Introduction: Macrophages (Macs) are key target cells for HIV that supports the persistent by low level of replication compared to T cells. Consequently they act as a reservoir prior to antiviral therapy, particularly in brain, also in primary and secondary lymphoid tissue and in bone marrow. They also transfer infectious virus to T cells. HIV infection of Macs completely inhibits types III interferon production and I. However, it stimulates them to produce specific subsets of interferon-stimulated genes (ISGs) some of which have direct antiviral activity. This study investigates the mechanism of ISGs Induction in the absence of IFN.

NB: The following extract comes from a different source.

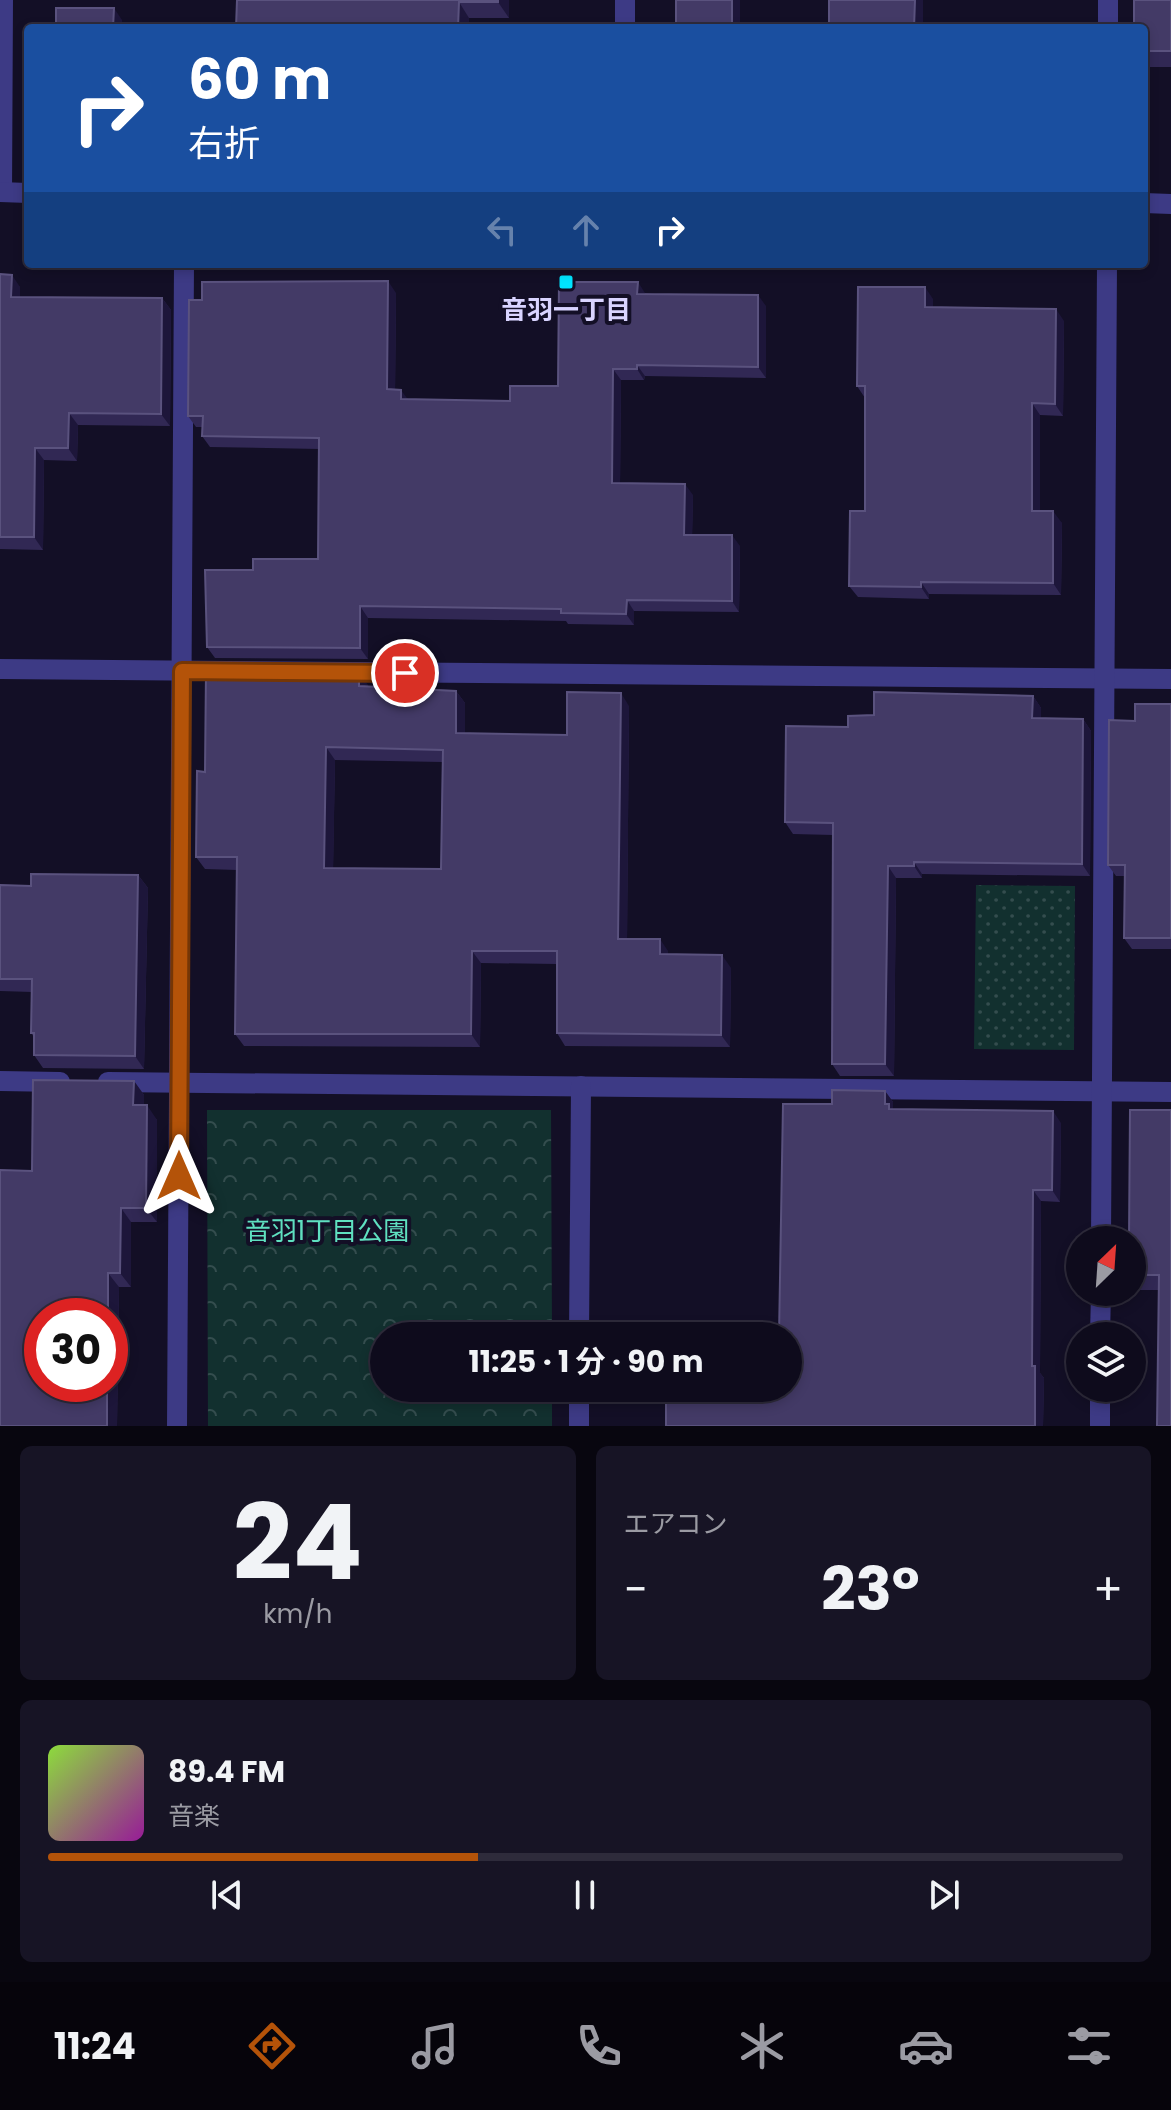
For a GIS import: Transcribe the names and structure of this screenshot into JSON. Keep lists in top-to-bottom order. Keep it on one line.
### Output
{"parks":["音羽1丁目公園"],"places":{"transit":["音羽一丁目"]},"north":"top right","page":{"turn":["60 m","右折"],"limit":"30","trip":"11:25 · 1 分 · 90 m","tile":[["24","km/h"],"エアコン"],"heat":["−","23°","+"],"song":["89.4 FM","音楽"],"tabs":"11:24"}}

Methods: The interferon regulatory factors IRF1 and IRF7, the transcriptional elongation factor Tat, the adaptor for RIGI (MAVS) and the adaptor for TLR7/8 (Myd88) were knockdown by specific siRNA 2 days prior to HIV infection to assess their effect on ISG induction at 6h and days 1-6 post infection by RT-PCR.

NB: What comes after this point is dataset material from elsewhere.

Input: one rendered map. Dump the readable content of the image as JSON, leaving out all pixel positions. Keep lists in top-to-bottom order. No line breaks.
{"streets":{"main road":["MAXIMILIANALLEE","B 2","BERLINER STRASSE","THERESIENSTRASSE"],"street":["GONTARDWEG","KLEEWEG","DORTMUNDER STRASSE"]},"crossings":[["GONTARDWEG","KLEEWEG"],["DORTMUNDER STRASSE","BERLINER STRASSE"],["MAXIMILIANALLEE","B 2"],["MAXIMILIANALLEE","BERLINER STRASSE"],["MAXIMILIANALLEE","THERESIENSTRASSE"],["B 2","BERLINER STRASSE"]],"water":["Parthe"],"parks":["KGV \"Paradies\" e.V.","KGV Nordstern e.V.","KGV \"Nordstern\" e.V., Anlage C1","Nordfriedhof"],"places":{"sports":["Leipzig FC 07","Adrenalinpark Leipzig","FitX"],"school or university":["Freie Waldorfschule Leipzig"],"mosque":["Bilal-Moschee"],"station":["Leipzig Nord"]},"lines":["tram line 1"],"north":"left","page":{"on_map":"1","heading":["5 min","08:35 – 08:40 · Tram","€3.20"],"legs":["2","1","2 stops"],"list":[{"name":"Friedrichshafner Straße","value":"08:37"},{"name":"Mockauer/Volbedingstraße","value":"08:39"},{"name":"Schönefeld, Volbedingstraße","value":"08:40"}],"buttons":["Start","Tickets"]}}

Results: Previously we have shown that ISG expression is governed by two phases: an initial induction through the detection of incoming HIV-1 genomic RNA at 6-48 h and then a second phase predominantly by posttranscriptional RNA as observed after 72 h. Now, we show that knockdown of either MAVS, Myd88, Tat, IRF1 or IRF7 have ablated the second phase of ISG subset.
Future directions: Currently we are examining the first phase of ISG induction.